As shown in FIGS. 3A-3D, in first variances of paired units of the present disclosure, the multiple stacked semiconductor devices may have the stacked number of the chips from two to sixteen, and every two identical chips among the chips may bind together in one paired unit. Further, in second variances of paired units of the present disclosure, as shown in FIGS. 4A-4C, every four identical chips among the chips may bind together in one paired unit. In third variances of paired units of the present disclosure, as shown in FIGS. 5A-5B, every eighth identical chips among the chips may bind together in one paired unit. The multiple stacked semiconductor devices may comprise one or more paired units, and the chips among the paired units may different designs or identical design to allow heterogeneous or homogeneous integration among the paired units. Take the configuration of FIG. 4C for illustrating the heterogeneous integration among the paired units of the present disclosure.
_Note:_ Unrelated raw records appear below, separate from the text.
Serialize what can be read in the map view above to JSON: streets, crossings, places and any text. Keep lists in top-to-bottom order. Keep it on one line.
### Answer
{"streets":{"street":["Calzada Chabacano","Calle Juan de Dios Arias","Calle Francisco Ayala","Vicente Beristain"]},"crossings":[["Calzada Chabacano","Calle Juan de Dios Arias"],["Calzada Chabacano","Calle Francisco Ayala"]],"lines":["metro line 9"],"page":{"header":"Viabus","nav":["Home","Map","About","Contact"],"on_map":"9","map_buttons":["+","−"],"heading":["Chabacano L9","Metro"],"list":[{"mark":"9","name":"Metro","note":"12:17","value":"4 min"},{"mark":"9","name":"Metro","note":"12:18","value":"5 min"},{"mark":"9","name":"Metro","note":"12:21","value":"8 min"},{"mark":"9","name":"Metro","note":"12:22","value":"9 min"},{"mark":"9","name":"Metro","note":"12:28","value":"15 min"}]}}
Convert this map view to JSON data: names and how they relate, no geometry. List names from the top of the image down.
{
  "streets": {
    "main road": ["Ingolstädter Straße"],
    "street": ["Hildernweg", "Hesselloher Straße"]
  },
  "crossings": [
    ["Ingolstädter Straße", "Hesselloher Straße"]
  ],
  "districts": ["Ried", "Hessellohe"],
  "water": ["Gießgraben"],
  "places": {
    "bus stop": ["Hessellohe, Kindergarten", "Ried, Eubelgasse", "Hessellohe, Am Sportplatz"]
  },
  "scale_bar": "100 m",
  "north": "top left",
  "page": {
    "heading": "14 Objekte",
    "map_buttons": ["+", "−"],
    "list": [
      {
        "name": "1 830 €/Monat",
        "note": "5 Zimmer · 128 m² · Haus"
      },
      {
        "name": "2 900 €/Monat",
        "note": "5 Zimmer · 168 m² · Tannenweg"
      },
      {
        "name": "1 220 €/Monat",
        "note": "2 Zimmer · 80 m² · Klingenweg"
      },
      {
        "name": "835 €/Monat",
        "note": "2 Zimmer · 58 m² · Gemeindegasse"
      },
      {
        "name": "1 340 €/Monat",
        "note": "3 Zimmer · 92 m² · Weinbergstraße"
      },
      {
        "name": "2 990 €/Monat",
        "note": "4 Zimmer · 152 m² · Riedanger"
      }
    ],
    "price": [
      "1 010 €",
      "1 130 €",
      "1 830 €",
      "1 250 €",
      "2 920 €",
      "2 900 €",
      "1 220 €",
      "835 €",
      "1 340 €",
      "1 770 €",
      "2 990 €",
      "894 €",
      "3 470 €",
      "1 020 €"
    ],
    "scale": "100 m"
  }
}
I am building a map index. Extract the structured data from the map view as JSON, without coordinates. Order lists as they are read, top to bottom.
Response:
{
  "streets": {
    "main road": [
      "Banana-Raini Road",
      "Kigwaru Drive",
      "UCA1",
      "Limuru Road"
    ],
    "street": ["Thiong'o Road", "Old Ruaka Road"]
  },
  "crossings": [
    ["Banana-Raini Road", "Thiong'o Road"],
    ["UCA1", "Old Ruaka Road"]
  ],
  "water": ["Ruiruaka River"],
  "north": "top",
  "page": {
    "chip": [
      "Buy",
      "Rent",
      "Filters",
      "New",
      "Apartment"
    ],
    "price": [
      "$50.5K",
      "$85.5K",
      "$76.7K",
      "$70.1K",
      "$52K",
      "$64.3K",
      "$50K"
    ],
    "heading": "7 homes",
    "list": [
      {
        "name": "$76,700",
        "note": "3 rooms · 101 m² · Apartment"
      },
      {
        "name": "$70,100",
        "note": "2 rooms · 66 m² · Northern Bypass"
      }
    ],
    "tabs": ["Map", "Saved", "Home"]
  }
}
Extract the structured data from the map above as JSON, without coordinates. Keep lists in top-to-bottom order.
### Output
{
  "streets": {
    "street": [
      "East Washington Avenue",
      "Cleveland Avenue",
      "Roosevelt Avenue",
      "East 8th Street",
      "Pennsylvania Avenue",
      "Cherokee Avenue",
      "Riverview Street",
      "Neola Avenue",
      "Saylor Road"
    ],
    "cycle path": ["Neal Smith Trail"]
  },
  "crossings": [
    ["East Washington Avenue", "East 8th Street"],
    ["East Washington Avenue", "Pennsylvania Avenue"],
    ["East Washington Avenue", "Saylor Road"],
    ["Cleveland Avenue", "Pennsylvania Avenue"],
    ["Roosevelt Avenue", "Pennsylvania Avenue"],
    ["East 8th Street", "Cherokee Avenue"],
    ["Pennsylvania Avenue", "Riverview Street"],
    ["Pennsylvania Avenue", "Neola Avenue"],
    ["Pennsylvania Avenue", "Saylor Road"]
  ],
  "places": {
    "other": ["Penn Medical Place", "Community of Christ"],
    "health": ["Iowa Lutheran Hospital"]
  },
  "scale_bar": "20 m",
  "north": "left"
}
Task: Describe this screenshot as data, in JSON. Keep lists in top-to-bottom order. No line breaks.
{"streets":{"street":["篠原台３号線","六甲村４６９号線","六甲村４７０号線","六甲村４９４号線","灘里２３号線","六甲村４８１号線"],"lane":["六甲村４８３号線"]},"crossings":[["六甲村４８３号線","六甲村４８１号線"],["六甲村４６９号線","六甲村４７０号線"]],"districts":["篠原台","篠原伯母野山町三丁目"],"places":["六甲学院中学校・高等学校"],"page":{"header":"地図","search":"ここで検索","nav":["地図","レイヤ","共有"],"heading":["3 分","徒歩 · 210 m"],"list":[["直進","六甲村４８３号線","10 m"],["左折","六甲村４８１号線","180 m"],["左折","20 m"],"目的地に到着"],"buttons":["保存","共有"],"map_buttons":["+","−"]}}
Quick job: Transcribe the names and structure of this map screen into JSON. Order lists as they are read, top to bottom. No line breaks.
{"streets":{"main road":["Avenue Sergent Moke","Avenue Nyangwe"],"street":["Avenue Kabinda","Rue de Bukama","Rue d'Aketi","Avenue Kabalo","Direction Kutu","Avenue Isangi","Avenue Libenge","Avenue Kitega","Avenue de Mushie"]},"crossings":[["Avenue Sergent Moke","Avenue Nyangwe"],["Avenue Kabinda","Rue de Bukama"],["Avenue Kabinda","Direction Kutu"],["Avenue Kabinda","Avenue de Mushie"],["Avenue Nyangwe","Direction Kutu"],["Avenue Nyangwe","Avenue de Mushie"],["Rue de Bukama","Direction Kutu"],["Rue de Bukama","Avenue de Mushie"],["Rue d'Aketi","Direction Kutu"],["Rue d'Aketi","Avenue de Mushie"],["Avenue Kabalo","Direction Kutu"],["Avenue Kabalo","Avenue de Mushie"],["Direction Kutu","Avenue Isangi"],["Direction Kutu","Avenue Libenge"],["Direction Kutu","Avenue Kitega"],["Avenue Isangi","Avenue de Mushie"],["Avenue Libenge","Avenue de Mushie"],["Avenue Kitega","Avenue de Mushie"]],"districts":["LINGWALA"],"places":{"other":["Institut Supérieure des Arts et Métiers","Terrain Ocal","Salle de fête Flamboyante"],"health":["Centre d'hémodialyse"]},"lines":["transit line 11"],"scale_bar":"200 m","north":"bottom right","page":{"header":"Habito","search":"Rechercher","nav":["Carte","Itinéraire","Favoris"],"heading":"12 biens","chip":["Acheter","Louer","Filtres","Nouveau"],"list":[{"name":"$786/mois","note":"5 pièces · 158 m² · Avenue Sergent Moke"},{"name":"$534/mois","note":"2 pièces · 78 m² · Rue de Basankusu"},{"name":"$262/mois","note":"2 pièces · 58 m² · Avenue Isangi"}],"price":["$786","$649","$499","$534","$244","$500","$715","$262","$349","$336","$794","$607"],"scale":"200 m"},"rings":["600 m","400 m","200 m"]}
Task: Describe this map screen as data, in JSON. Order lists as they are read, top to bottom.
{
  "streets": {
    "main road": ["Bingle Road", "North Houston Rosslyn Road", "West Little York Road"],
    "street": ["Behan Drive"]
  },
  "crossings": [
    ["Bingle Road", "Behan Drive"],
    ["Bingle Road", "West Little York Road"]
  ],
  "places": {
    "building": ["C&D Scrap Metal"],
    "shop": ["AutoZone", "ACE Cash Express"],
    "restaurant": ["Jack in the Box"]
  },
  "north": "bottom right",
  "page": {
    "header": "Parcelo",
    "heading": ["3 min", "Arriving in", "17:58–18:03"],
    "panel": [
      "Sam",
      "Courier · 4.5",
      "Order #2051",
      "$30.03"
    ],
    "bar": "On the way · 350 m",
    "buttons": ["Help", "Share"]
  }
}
Chip1 1000, chip2 2000, chip3 3000 and chip4 4000 in first paired unit P1 may be DRAM. Chip5 5000, chip6 6000, chip7 7000 and chip8 8000 in second paired unit P2 may be SRAM. Chip9 9000, chip10 10000, chip11 11000 and chip12 12000 in third paired unit P3 may be MRAM. Chip13 13000, chip14 14000, chip15 15000 and chip16 16000 in fourth paired unit P4 may be other memory type.

According to the method or system of the present disclosure, while the chip1 1000 and the chip2 2000 are grouped in a paired unit, the algorithm allows these chips sharing the same global repair, that is, the chip1 1000 can use the resources of the chip2 2000 and vice versa. The resource can be redundancy, extra cells, programmable register, specific logic circuits, fuses or any reserved block or function, etc, but not limited to the above described. Moreover, a dead chip has a chance to become alive by using resources of other chips in the common paired unit of the present disclosure. Based on this, a circuit structure of the chips is greatly simplified.

The above-mentioned embodiments of the present invention are exemplary and not intended to limit the scope of the present invention. Various variation or modifications made without departing from the spirit of the present invention and achieving equivalent effects shall fall within the scope of claims of the present invention.